Exercise description: Each line with the string "DOCTEUR" is to be copied from the records below.

(Dataset entries)
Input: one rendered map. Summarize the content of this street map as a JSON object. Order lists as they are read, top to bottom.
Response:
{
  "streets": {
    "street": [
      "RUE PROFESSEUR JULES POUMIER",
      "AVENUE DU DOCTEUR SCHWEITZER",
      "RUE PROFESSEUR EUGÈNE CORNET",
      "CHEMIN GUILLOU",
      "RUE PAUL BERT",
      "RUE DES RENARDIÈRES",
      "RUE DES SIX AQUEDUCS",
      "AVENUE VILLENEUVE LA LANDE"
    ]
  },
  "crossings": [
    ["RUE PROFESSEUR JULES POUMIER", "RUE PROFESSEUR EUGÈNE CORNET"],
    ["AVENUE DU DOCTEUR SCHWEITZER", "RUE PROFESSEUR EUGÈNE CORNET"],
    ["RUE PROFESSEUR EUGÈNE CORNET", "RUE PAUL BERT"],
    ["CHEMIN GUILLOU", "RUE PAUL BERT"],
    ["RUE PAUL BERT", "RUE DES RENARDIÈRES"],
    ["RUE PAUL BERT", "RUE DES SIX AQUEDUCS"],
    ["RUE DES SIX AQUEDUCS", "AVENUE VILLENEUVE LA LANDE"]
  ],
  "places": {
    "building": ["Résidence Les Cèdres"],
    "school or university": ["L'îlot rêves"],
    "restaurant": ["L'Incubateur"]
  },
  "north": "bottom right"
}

Answer box:
      "AVENUE DU DOCTEUR SCHWEITZER",
    ["AVENUE DU DOCTEUR SCHWEITZER", "RUE PROFESSEUR EUGÈNE CORNET"],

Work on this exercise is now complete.